=== Section Start ===

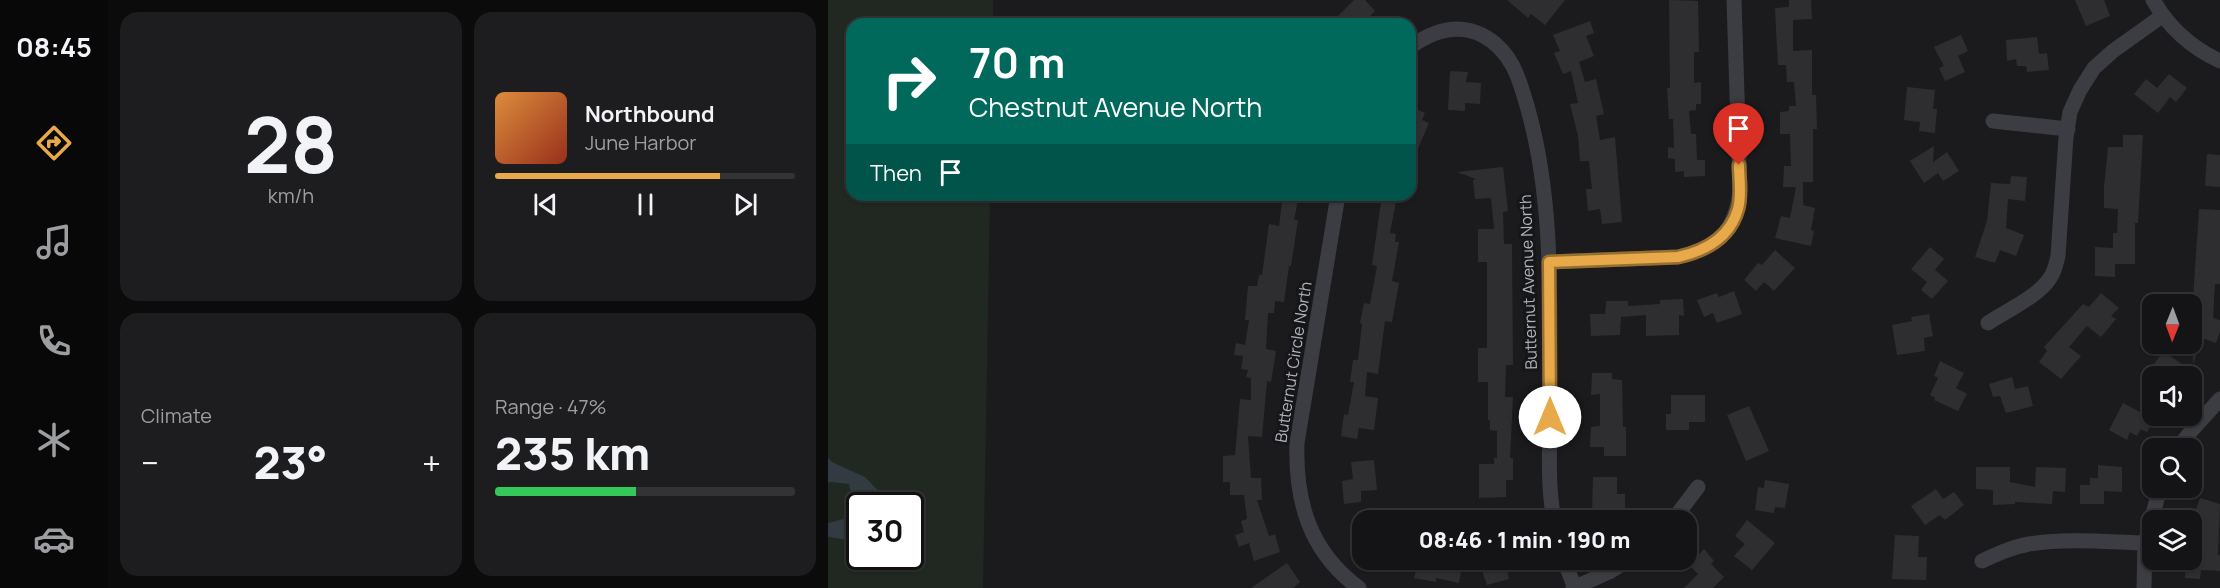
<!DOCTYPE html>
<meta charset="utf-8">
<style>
body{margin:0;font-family:Manrope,sans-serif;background:#1d1d1f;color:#f1f3f6;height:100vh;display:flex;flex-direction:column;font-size:22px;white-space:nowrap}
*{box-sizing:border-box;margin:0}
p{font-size:20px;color:#9d9ea1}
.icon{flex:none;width:33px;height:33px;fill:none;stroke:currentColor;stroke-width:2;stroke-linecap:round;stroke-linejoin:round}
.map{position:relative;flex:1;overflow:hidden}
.panel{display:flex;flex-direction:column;gap:12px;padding:12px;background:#0b0b0c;width:720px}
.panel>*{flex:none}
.top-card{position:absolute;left:18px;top:18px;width:570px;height:183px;border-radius:18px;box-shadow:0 2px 4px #0004,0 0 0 2px #333335;background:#00695c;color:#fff;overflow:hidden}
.needle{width:39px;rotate:181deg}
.controls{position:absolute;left:1314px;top:294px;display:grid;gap:12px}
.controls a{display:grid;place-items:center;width:60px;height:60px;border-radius:12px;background:#141416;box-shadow:0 2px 4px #0004,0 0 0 2px #333335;font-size:30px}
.speed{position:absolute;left:18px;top:492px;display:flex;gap:12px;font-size:30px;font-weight:700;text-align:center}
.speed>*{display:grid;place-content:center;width:78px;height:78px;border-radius:50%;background:#141416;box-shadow:0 2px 4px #0004,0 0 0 2px #333335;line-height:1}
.speed .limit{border:3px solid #111;border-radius:9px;background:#fff;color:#111}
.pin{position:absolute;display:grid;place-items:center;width:51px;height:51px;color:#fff;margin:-62px -26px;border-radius:50% 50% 50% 0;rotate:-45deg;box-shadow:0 0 6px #0007}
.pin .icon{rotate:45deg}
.me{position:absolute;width:66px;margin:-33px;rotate:0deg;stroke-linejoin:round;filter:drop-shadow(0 0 4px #0008)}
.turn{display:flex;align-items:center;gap:21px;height:126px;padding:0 24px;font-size:27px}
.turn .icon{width:78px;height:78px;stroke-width:2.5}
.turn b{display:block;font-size:42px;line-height:51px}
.then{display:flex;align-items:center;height:57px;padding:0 24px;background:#0003;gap:12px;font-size:22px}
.big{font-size:45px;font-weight:800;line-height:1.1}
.panel .widget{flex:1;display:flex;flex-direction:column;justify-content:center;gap:9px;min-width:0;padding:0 21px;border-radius:18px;background:#1d1d1f}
.panel .dial{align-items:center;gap:0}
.dial b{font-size:78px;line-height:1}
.song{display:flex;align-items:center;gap:18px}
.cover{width:72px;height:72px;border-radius:9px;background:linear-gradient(135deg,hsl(30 70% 55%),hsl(10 70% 35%))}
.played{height:6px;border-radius:3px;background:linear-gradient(90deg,#e7a949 75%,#333335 75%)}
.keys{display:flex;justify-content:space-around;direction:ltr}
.heat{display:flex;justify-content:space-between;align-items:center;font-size:33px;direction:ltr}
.charge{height:9px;border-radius:4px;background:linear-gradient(90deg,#34c759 47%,#333335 0)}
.panel .tiles{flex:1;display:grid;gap:12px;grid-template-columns:repeat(2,1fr)}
.trip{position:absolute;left:524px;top:510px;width:345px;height:60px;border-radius:18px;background:#141416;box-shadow:0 2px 4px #0004,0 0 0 2px #333335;font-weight:800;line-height:60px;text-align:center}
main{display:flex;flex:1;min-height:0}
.tab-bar{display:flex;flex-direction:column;width:108px;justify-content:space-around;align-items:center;background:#080809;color:#9d9ea1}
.tab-bar .icon{width:42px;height:42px}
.tab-bar .on{color:#e7a949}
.tab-bar b{font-size:27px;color:#f1f3f6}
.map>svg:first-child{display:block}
</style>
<main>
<nav class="tab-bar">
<b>08:45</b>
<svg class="icon on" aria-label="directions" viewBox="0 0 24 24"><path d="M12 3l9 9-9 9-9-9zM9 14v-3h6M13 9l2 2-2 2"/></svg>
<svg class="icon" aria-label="music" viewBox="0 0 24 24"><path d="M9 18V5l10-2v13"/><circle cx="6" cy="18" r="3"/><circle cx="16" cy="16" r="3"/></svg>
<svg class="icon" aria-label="phone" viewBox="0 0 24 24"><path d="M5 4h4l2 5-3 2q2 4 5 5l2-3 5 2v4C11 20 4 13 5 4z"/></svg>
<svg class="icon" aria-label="climate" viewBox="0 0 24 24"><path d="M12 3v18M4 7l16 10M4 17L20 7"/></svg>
<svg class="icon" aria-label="car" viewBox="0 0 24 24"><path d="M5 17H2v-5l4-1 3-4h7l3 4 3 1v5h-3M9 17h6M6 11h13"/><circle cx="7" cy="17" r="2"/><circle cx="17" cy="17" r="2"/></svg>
</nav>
<section class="panel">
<div class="tiles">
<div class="widget dial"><b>28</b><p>km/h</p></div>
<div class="widget">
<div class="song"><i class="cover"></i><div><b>Northbound</b><p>June Harbor</p></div></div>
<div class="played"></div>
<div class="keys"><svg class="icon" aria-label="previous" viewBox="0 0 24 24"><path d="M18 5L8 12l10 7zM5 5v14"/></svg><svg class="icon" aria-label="pause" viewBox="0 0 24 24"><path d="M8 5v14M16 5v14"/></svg><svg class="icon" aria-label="next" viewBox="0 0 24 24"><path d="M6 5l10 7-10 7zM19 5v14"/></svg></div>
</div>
<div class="widget"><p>Climate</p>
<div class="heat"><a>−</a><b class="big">23°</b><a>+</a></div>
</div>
<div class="widget"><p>Range · 47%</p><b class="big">235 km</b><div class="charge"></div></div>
</div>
</section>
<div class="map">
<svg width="1392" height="588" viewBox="0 0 1392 588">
<rect width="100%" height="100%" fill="#1b1b1d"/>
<!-- green -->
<path fill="#212822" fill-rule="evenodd" d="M0 0H165V24H24V195H162L155 588H0ZM32 506H82V556H32Z"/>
<!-- water -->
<polygon fill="#313b41" points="0,458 4,462 37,477 60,501 62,505 32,506 31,545 21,540 0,537 0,523 16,519 25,501 21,484 3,482 0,483"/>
<!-- building -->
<g fill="#2e2e31">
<polygon points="526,0 537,0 547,11 534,24 502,24"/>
<polygon points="679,0 737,0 717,25 703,14 700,18"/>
<polygon points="841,0 870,1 871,52 866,52 866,83 873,82 873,104 868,104 868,110 861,111 863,134 868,134 869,160 877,160 877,176 856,177 856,171 847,172 847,159 840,158 840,147 846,148 845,119 841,119 839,88 842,88"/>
<polygon points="961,0 983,0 984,19 965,20 965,51 984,50 984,95 988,95 989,129 985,129 985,182 975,182 975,205 987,208 983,230 986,231 983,246 947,238 953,216 962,218 968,187 955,187 956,166 963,166 962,134 952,134 952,112 961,111 961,106 968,106 966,82 959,82 958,65 950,65 948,30 947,8 961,7"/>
<polygon points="1247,0 1276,0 1282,16 1258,26"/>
<polygon points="762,21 766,33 758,36 766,56 751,62 757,82 768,79 776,114 768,116 772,140 787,137 794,222 774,224 772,209 760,211 758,189 764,189 761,161 752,161 750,136 742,104 750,103 743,71 735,74 726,53 732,51 725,35"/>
<polygon points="1133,35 1140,51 1130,56 1137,72 1117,81 1111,68 1116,66 1106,47"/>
<polygon points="1209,37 1211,54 1219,53 1221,70 1199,72 1198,66 1189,66 1188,59 1179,61 1178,40"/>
<polygon points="622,71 640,72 638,82 653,83 652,104 637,103 637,111 620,110"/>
<polygon points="1341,74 1359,88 1348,102 1342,97 1330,113 1306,94 1318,79 1329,88"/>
<polygon points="1079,87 1107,90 1105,109 1109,109 1107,133 1091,131 1092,122 1076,120"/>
<polygon points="582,106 597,113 594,120 601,123 582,167"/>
<polygon points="1295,135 1315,135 1310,223 1307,223 1307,264 1287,264 1287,277 1267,276 1267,247 1285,248 1285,233 1289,233 1290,209 1276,208 1276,187 1280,147 1295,147"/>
<polygon points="1106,146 1105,162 1119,152 1131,171 1115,181 1110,173 1096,183 1082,161"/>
<polygon points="1379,154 1392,155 1392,187 1377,186"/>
<polygon points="675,167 680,211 675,212 676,244 684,244 685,365 678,365 677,397 685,397 682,458 685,458 685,480 678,480 678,497 651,498 651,464 666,464 666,458 669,458 669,431 662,430 662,420 660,420 660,382 650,382 650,348 659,348 659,262 650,262 650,229 666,229 663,198 647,199 645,180 648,179 629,172"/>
<polygon points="1183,176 1199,177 1197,201 1180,199 1178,228 1196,235 1188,256 1172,250 1167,263 1147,257 1159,221 1163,183 1182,184"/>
<polygon points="455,195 471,195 466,220 470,220 463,266 461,266 456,302 447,301 446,313 440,313 438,349 448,351 443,382 439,381 434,437 420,436 423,478 433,478 434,500 429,500 441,536 447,534 452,552 426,561 421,543 411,547 407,535 416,532 413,521 419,519 416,495 402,495 402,482 395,482 395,456 407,455 412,399 423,400 423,378 418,377 420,370 413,369 415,356 406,355 408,343 417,345 421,320 417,320 420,286 429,286 431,275 434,275 441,224 451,226"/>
<polygon points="554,195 568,195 567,207 562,233 568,234 567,242 571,242 564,281 571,283 564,322 557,321 550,374 539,372 537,396 550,398 546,430 531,428 529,439 513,436 516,414 520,415 526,382 522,382 525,360 530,360 534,324 532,323 536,303 542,304 549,266 544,265"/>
<polygon points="1371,209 1392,210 1392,284 1387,284 1385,318 1392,320 1392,332 1388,343 1374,338 1365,364 1364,313"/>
<polygon points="1102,247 1116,259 1107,270 1120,281 1104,299 1093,290 1099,282 1083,269"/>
<polygon points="947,250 967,268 946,291 936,282 928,291 916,280 930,263 934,265"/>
<polygon points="906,291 914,314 889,323 885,313 876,317 869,300 889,293 891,297"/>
<polygon points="1273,293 1291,308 1283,316 1288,319 1273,337 1259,326 1241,347 1253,356 1233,379 1211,362 1219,351 1216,347 1255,304 1261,307"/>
<polygon points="855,299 856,316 851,315 851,335 818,336 818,315 793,317 792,335 763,336 762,314 777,314 778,301 800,301 800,306 832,304 832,300"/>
<polygon points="1101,314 1105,336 1096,338 1097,351 1069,355 1064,325 1084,321 1083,317"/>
<polygon points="1335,351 1371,376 1318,376"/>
<polygon points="1112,361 1136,373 1128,388 1139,394 1130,411 1106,400 1107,398 1102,395 1110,378 1106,376"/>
<polygon points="764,373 784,373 784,379 794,380 795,427 798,427 798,456 776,456 776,447 762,447 763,427 772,426 772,394 763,395"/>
<polygon points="1184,377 1187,389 1200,386 1205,406 1178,413 1172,396 1165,397 1161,384"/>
<polygon points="1324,388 1324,416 1329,416 1319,432 1313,429 1309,436 1302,432 1299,440 1281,430 1295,403 1312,412"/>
<polygon points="843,395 877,395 877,422 861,422 861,430 838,430 838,414 843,414"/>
<polygon points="921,406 941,451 918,461 899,415"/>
<polygon points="546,460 549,490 533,491 533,502 516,504 514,481 525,479 523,462"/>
<polygon points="1270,465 1294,467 1294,492 1276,491 1276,504 1252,504 1252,485 1262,485 1262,478 1270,478"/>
<polygon points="1148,467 1182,467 1182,482 1207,487 1208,467 1238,468 1237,492 1225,491 1224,504 1187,502 1187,504 1165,505 1165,490 1148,489"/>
<polygon points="765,477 789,477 789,494 797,494 797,509 792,508 792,520 771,520 771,515 764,515"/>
<polygon points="937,480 961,484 957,508 947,507 946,513 927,510 930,487 936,488"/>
<polygon points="1108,489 1115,499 1126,492 1136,505 1117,520 1112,515 1097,525 1083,506"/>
<polygon points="1372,498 1392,504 1390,555 1392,555 1392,571 1373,570 1372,579 1357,578 1358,560 1364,560 1365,554 1368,520 1365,519"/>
<polygon points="919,520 947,543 924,570 906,556 917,544 907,536"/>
<polygon points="1067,535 1091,536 1090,557 1099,557 1098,580 1064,579"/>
<polygon points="876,549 886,561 883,564 896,577 885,588 856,588 870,574 861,565"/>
<polygon points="591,560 627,560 635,561 631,583 608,578 608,582 586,578"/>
<polygon points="654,560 702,560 703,563 679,570 681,579 659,585 652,565 656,566"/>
<polygon points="459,563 472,582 465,588 423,588"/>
</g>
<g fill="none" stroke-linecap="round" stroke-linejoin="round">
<!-- minor -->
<g stroke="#3c3d42" stroke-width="15">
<path d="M1325 0C1341 28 1364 48 1392 61"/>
<path d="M582 47C603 32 628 22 654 35 685 51 692 81 701 113 727 209 721 309 722 407 722 444 719 484 726 520"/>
<polyline points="1165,121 1240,129"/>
<path d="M510 195 469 443C467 502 482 552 531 588"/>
<path d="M721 262 850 257C890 248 908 231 912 189L906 0"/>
<path d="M1160 323C1178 311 1211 296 1222 278 1227 271 1228 264 1230 256L1238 137 1242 112 1252 90 1266 68 1285 51 1334 16"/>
<polyline points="1350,448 1364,430 1392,399"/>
<polyline points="845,520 870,487"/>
<polyline points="736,560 747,588"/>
<path d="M1154 561C1169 554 1184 547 1201 544 1239 538 1279 542 1317 543"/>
<polyline points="745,588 781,572 801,560"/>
<polyline points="1316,588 1317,543 1332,488"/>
</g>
</g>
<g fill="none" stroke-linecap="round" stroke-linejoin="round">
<!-- route casing -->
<g stroke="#966e2f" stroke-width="15">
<path id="route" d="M722 417 721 262 850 257C877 251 902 238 910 209 914 195 911 179 911 165"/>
</g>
<!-- route -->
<use href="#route" stroke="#e7a949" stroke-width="10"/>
</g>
<g text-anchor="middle" stroke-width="6" stroke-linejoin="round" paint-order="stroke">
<!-- street labels -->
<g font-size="16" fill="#aeb3bc" stroke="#161618">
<text transform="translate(700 282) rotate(-92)" y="6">Butternut Avenue North</text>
<text transform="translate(465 362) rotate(-81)" y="6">Butternut Circle North</text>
</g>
</g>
</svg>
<div class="controls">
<a><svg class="needle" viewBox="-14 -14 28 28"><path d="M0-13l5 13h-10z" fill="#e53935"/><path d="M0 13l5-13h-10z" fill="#9d9ea1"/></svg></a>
<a><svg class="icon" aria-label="sound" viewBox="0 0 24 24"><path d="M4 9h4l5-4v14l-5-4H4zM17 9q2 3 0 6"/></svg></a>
<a><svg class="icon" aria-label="search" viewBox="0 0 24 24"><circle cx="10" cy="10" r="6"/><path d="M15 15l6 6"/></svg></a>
<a><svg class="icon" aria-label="layers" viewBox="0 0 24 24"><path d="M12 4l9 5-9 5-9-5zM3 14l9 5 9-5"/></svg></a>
</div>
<div class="speed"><div class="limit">30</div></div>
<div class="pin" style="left:911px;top:165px;background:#d93025"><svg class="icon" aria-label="arrive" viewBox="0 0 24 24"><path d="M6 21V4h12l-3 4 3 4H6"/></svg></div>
<svg class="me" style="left:722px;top:417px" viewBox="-20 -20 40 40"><circle r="19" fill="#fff"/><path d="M0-13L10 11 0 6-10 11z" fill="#e7a949"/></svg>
<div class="trip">08:46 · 1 min · 190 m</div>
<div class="top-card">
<div class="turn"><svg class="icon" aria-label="right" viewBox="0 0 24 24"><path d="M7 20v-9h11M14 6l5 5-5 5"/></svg><div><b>70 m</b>Chestnut Avenue North</div></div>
<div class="then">Then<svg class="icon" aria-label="arrive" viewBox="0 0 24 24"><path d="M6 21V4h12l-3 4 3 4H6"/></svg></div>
</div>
</div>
</main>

=== Section End ===

◆ **Work instructions**: Every line containing the string "place" in the entries should be counted; give the resulting number and nothing else.

◆ **Answer to this problem**: 3